Oriane, 13 ans, a été détectée un peu par hasard. Une émission de « L'écran témoin » sur les surdoués et la voilà le lendemain rivée au site internet de l'association Mensa, présente sur le plateau de la RTBF. Puis, elle est invitée par l'association à passer une série de tests. Mais c'est son attitude à l'école, son comportement général qui a été le premier signal d'alerte pour les parents. Comme pour Marie (12 ans) ou Arnaud (10 ans) : l'ennui, l'épouvantable ennui dès l'école primaire. Arnaud et Marie ont sauté d'une classe. Pas Oriane, malgré les conseils d'une institutrice. Je ne le regrette pas, dit-elle. Je n'aurais pas voulu quitter mes ami(e)s de classe. L'école s'est adaptée en diversifiant et en individualisant les activités de l'enfant. Mais en humanités, le problème se repose. Marie et Oriane l'avouent : elles ne se décarcassent pas beaucoup. Ce qui n'empêche pas Oriane d'obtenir partout des cotes maximales. Marie, elle, apprécie le rythme relax qui l'amène à réussir sans trop se fouler. Alors, Oriane multiplie les activités extra-scolaires les plus difficiles, avec frénésie.

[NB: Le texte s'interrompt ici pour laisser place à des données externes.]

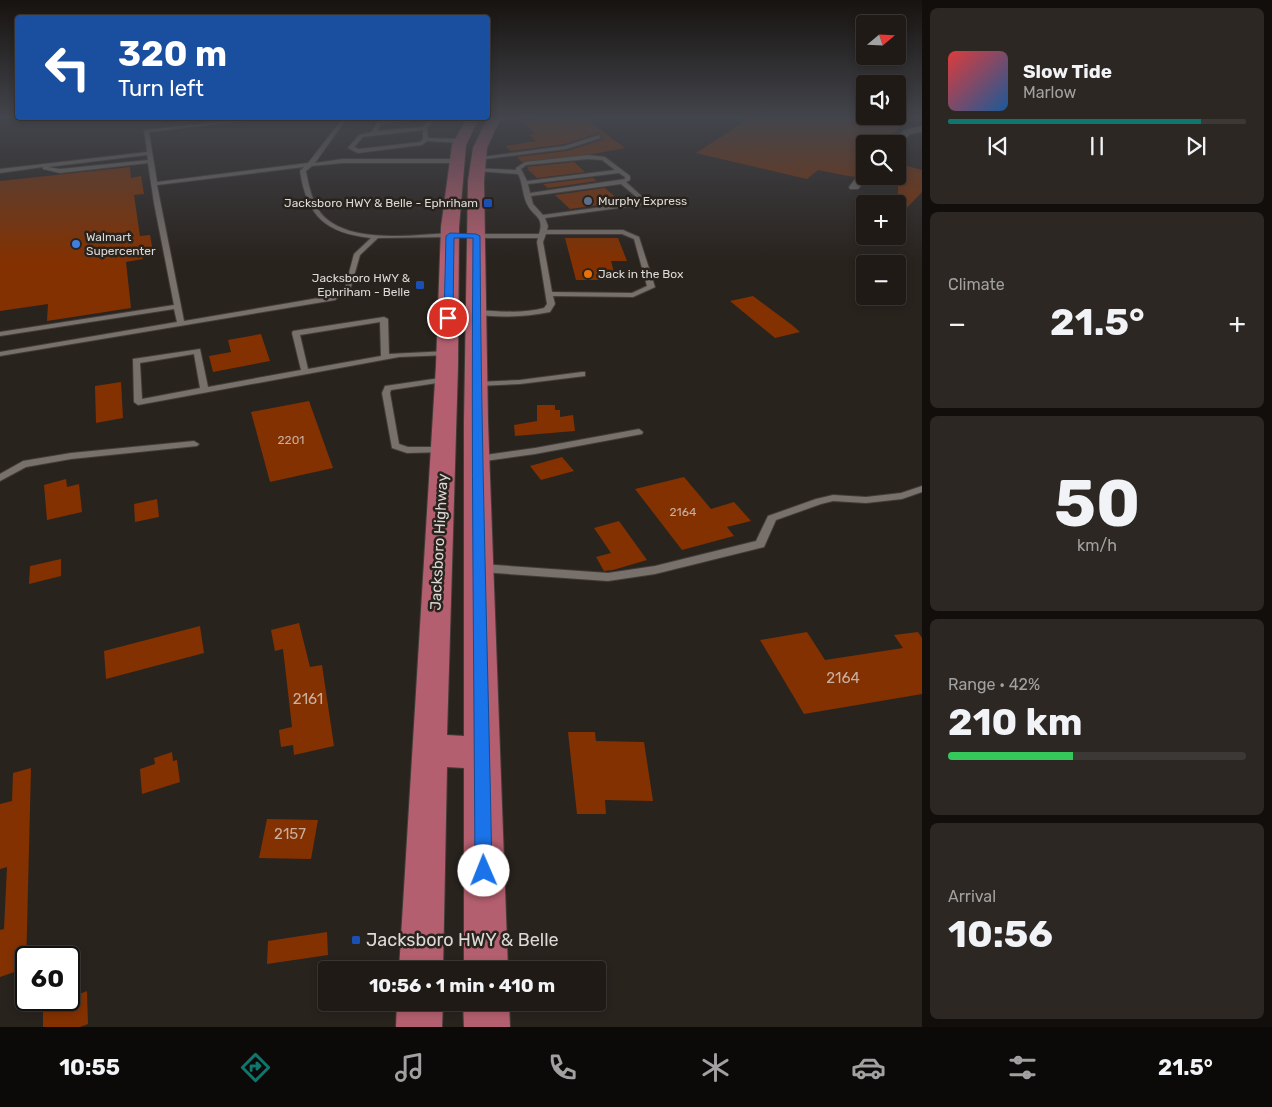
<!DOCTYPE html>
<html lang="en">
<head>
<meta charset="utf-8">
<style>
  :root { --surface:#1f1a16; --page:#2c2723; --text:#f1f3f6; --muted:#a1a1a1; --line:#3c3835; --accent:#0f766e }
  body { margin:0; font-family:Rubik,sans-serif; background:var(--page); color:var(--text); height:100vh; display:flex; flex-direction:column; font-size:19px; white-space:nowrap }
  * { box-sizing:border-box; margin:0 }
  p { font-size:16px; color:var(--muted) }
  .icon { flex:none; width:28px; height:28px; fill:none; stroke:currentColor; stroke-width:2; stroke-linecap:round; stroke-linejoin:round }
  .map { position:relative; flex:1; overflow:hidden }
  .details { display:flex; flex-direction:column; gap:8px; padding:8px; background:#110e0c; width:350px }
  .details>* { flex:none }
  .hud { position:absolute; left:15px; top:15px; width:475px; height:105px; border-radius:5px; box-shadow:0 2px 8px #0003,0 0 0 1px var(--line); background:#1a4fa0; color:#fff; overflow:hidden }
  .needle { width:32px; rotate:71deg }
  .buttons { position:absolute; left:856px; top:15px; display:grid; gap:10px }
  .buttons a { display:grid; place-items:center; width:50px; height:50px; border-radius:5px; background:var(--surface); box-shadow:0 2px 8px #0003,0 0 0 1px var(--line); font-size:25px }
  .speed { position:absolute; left:15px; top:946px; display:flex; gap:10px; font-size:25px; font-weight:700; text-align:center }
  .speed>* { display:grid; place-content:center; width:65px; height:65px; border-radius:50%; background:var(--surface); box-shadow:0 2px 8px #0003,0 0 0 1px var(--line); line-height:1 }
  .speed .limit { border:2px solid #111; border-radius:8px; background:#fff; color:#111 }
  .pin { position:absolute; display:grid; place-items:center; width:42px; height:42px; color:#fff; margin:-21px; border:2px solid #fff; border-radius:50%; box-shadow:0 1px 5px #0007 }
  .me { position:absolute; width:55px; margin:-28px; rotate:359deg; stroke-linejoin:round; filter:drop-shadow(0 0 4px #0008) }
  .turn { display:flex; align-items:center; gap:18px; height:105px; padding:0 20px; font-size:22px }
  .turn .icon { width:65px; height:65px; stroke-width:2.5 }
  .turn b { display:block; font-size:35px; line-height:42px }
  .big { font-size:38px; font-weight:700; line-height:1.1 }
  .details .tile { flex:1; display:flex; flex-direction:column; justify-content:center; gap:8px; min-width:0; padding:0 18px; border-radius:8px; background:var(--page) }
  .details .dial { align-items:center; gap:0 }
  .dial b { font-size:65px; line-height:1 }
  .song { display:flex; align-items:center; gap:15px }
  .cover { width:60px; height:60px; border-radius:8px; background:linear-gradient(135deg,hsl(0 70% 55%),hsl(210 70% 35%)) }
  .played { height:5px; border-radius:2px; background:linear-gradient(90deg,var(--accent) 85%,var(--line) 85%) }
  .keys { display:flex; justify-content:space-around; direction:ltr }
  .heat { display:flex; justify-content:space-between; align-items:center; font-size:28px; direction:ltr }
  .charge { height:8px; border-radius:4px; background:linear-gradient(90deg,#34c759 42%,var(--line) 0) }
  .trip { position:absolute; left:318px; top:961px; width:288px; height:50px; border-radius:5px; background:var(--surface); box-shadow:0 2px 8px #0003,0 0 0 1px var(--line); font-weight:700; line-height:50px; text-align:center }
  .tab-bar { display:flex; height:80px; justify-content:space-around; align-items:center; background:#0c0a09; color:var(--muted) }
  .tab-bar .icon { width:35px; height:35px }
  .tab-bar .on { color:var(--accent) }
  .tab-bar b { font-size:22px; color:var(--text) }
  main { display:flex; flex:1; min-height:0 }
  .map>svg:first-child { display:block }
  .building { fill:#833101 }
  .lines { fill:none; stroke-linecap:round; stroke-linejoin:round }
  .lane-casing { stroke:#433d39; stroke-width:2 }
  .street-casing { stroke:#433d39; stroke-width:2 }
  .primary-casing { stroke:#433d39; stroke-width:2 }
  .lane { fill:#78706a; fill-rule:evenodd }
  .street { fill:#78706a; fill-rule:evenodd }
  .primary { fill:#b45f6f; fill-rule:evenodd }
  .route { fill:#1a73e8; stroke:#114b97 }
  .service-dot { fill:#5c6f8a; stroke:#29231e; stroke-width:2 }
  .transit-dot { fill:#1a4fb4; stroke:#29231e; stroke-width:2 }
  .shop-dot { fill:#3f7fe0; stroke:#29231e; stroke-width:2 }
  .food-dot { fill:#e8710a; stroke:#29231e; stroke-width:2 }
  .labels { text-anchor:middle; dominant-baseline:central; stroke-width:5; stroke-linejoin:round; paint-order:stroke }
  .far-poi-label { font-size:12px; fill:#ddd9d6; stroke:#29231e; text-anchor:start }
  .number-label { font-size:12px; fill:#c6afa1 }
  .street-label { font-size:15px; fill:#ddd9d6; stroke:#29231e }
  .near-number-label { font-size:15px; fill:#c6afa1 }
  .near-poi-label { font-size:18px; fill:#ddd9d6; stroke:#29231e; text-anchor:start }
</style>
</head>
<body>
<main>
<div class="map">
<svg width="922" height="1027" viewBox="0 0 922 1027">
  <rect width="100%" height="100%" fill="#29231e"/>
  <g class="building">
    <path d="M566,117H583L625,148L593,154L522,162L517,157L567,151L602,140L603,137L598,133L565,144L511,151L505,146L536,141L528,134H535L522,121Z"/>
    <path d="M752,117H852L900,127L880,144H865V170L854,177L818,170L807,179L696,153Z"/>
    <path d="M574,162L585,172L537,178L527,169H529L527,167Z"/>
    <path d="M904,165L922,170V192L898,217V184L886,182L892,176H898V171Z"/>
    <path d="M130,167L131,178L141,176L144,194L134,195L140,236L150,235L153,251L142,253L143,259L126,262L131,308L47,321L48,304L0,311V181Z"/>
    <path d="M593,178L597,181L548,188L543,184Z"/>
    <path d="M605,188L621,202L570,209L555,195Z"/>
    <path d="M565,238H618L627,261H611L616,280H576Z"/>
    <path d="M753,296L792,325L800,332L775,338L730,301Z"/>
    <path d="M261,334L270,361L213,372L209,356L231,352L228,340Z"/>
    <path d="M121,382L123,418L96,423L95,386Z"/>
    <path d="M309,401L333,468L270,482L251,412Z"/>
    <path d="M537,405H555V410H560V417L573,415L575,431L515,436L514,425L537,421Z"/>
    <path d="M562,457L574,471L541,480L530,466Z"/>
    <path d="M684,477L711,509L734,502L751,521L727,527L734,536L682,550L635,489Z"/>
    <path d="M66,479L67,487L79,484L82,512L47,520L44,485Z"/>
    <path d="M157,499L159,517L135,522L134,504Z"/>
    <path d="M619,521L647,560L613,570L604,571L596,557L611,553L594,528Z"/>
    <path d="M61,559V576L29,584L30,566Z"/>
    <path d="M299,623L310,667L322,665L334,746L294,755L293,745L281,747L279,730L292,727L283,649L275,651L271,630Z"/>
    <path d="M200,626L204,653L106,679L104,651Z"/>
    <path d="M807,632L825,660L903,648L894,635L918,632L922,638V694L804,714L760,640Z"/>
    <path d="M568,732H595L596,741L644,742L653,801L605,800L606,814H577Z"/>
    <path d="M172,752L173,761L177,760L180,782L142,794L140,769L155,764L154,758Z"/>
    <path d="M31,768L26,968L0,977V930L4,929L7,867L0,869V804L12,801L13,773Z"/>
    <path d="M267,819L318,820L311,859L259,858Z"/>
    <path d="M327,932L328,955L267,964L268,941Z"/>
    <path d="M87,991L88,1024L80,1027H43V1008L69,1000V998Z"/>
  </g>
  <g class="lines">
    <g class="lane-casing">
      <g id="lane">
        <path d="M506,117H522L492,121L490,120Z"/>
        <path d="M258,118H269L149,132L157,182L308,163L343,118H347L315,163L342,159H456L459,161L456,163H342L312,166L306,171C309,188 314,210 328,220C357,243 415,235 450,233L453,235L450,237L378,238L360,255L350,290L335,300L0,356V352L177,322L174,309L0,336V332L174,305L154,203L148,163L60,173L43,169V167L0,173V169L147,152L144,130ZM147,155L148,160L60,169L48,167ZM304,167L300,171C307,217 326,233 371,238L354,254L345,288L330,296L184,321L157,185Z"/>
        <path d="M413,118H423L381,124L377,131L423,127L429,119L440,118L433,121L427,128L428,138L461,139L464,141L461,143L427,141L422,145L358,153L348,148L359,135L372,132L377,122ZM423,130V139L420,142L359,149L354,147L363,137Z"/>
        <path d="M599,135L601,138L566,149L477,160L474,158L565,146Z"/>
        <path d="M588,155L605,157L630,176V180L626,182L646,200L641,205L545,218L548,226L547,230H623L639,237L655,287L653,288L633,297L553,296L555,304L550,312C525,317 497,318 472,314L471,312L475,310C498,311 522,314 544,308L547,304L537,242L538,238H476L473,236L476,234H539C545,216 533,217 527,204C522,194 523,183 518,174L476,171L473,169L474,168L516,170V168L525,162ZM588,159L602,160L615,170L527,181L521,169L526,165ZM619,173L625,177V179L530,193L528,184ZM621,184L640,200L639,202L543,215L533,204L531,196ZM546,234H622L634,239L647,286L632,293L552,292L543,242Z"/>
        <path d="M384,317L388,319L389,354L448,351L452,353L448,355L399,357L138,405L134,402L133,359L200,349L208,387L301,370L292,333L293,331ZM380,322L381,356L308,369L300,335ZM194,354L200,388L142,399L140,363Z"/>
        <path d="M582,372H585V376L520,384L477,386L473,384L477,382L520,380Z"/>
        <path d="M447,377L451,379L450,381L391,390L390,393L399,444L408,447H443L448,450L446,452L407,453L392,448L382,393L385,386Z"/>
        <path d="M639,429L643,432L642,434L535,454L478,462L473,459L478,456L535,448Z"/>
        <path d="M194,441L199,444L197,446L71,459L26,467L0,481V474L23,461L71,453Z"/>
        <path d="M922,486V492L902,499L866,503L833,501L821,504L776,520L764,547L655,574L608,581L481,572L477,571L476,568L477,565L481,564L608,573L655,566L756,541L768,516L816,499L833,495L866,497L901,493Z"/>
      </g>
    </g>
    <g class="street-casing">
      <g id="street">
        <path d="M922,126V132L910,134L899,146L898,147V144H891L904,130Z"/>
        <path d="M865,172V176L869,177L858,189H850L849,187C853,182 858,174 865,172Z"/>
      </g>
    </g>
    <g class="primary-casing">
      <g id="primary">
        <path d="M488,117H501L487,148L484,181L488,422L508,970H464V768L447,767L443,970H399L436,365L441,227L452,145L467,118H479L466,145L459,227L458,365L447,735L464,736V422L468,181L473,148Z"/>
        <path d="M397,1002H443L442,1027H396Z"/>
        <path d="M463,1002H509L510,1027H464Z"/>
      </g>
    </g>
    <use href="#lane" class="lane"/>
    <use href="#street" class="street"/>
    <use href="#primary" class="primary"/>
  </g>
  <linearGradient id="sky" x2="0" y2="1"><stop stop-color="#171310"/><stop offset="0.45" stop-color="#43454c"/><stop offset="1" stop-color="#43454c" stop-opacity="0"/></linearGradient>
  <rect width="922" height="261" fill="url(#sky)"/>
  <path class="route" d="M450,233L476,234L480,236C481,448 488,659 492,871L489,877L484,880L478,877L475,871C474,660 471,449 473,238H454L453,318L448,321L444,318L446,236Z"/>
  <circle class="service-dot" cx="588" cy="201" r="5"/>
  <g class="transit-dot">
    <rect x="483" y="198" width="10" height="10" rx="2.5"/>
    <rect x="415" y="280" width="10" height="10" rx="2.5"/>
    <rect x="351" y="935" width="10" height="10" rx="2.5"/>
  </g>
  <circle class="shop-dot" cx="76" cy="244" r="5"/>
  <circle class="food-dot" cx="588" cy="274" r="5"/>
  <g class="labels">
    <g class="far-poi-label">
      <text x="598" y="201">Murphy Express</text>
      <text x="478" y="203" text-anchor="end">Jacksboro HWY &amp; Belle - Ephriham</text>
      <text x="86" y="237">Walmart<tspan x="86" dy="14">Supercenter</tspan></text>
      <text x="598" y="274">Jack in the Box</text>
      <text x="410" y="278" text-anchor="end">Jacksboro HWY &amp;<tspan x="410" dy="14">Ephriham - Belle</tspan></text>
    </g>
    <g class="number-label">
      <text x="291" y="440">2201</text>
      <text x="683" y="512">2164</text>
    </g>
    <g class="street-label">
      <text transform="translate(439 542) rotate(-87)">Jacksboro Highway</text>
    </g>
    <g class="near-number-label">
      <text x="843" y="678">2164</text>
      <text x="308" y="699">2161</text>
      <text x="290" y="834">2157</text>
    </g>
    <g class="near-poi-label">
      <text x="366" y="940">Jacksboro HWY &amp; Belle</text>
    </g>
  </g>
</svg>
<div class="buttons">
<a><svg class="needle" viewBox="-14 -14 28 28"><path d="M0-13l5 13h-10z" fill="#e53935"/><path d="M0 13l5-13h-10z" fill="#a1a1a1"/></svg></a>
<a><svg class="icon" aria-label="sound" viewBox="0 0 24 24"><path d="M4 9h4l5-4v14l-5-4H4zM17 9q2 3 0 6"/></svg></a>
<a><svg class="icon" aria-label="search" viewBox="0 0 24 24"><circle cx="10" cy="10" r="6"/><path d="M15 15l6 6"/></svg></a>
<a>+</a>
<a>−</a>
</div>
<div class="speed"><div class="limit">60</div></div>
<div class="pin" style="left:448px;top:318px;background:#d93025"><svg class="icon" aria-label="arrive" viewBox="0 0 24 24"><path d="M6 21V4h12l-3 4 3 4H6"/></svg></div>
<svg class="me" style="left:484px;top:871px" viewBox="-20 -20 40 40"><circle r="19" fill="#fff"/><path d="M0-13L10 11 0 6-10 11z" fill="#1a73e8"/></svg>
<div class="trip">10:56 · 1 min · 410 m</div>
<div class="hud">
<div class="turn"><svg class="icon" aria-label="left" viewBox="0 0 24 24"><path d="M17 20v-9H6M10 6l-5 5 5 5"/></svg><div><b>320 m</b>Turn left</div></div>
</div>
</div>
<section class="details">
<div class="tile">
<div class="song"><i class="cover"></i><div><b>Slow Tide</b><p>Marlow</p></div></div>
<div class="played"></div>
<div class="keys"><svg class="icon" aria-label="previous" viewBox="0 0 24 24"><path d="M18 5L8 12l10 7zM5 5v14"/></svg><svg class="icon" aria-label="pause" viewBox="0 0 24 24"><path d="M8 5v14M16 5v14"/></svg><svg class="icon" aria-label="next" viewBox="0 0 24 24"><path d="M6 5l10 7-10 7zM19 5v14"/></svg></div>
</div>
<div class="tile"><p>Climate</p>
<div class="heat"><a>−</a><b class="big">21.5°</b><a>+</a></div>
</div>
<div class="tile dial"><b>50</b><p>km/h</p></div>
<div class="tile"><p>Range · 42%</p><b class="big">210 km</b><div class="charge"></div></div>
<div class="tile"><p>Arrival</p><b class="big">10:56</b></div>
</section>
</main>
<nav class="tab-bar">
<b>10:55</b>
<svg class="icon on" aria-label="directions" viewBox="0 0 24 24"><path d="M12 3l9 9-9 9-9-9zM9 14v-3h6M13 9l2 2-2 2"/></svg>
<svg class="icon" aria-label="music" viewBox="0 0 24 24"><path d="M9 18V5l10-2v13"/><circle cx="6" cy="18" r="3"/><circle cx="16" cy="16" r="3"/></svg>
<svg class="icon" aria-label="phone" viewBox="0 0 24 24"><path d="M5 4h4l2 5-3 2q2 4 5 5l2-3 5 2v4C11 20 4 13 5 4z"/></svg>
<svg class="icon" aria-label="climate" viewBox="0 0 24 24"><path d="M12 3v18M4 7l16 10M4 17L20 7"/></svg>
<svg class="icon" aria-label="car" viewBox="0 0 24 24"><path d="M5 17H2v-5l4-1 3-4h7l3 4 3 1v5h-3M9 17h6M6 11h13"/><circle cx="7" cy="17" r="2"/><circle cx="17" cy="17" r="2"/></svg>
<svg class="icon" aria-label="filters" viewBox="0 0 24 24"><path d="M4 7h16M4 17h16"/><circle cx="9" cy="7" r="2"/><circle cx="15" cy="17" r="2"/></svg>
<b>21.5°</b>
</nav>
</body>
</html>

L'idée d'une école particulière pour surdoués séduit Arnaud qui a le sentiment de tourner à vide dans l'enseignement classique. Pas Marie, ni Oriane. J'aurais l'impression d'être dans une école pour handicapés, explique Marie. Il ne faut pas nous séparer des enfants « normaux », renchérit Oriane. Se sentent-elles « anormales » ? Réponses hésitantes. L'étiquette d'« intello » n'est pas facile à assumer et les trois enfants reconnaissent avoir des difficultés à « être en phase » avec les autres élèves.

En Belgique, une école spécialisée pour surdoués est difficilement imaginable, constate Franca Ciciani. Il y a même des mesures prises récemment qui vont à l'encontre. Le fait d'avoir remonté à 17 ans l'âge pour passer le jury central par exemple. De fait, le rêve de certains enfants précoces est justement de terminer plus tôt les secondaires, de mener à bien d'autres projets avant les études supérieures. Oriane, passionnée de musique, voudrait faire deux ans de conservatoire avant l'université. Les chercheurs universitaires proposent effectivement d'abaisser l'âge pour passer le jury central, confirme le cabinet de Pierre Hazette, ministre de l'Enseignement secondaire.

La seconde piste de la Communauté française vise à développer des programmes particuliers pour enfants surdoués au sein des écoles candidates. Un premier appel à projets devrait être lancé avec l'espoir de voir ces programmes prêts pour septembre ou janvier prochains. (M. Vdm.)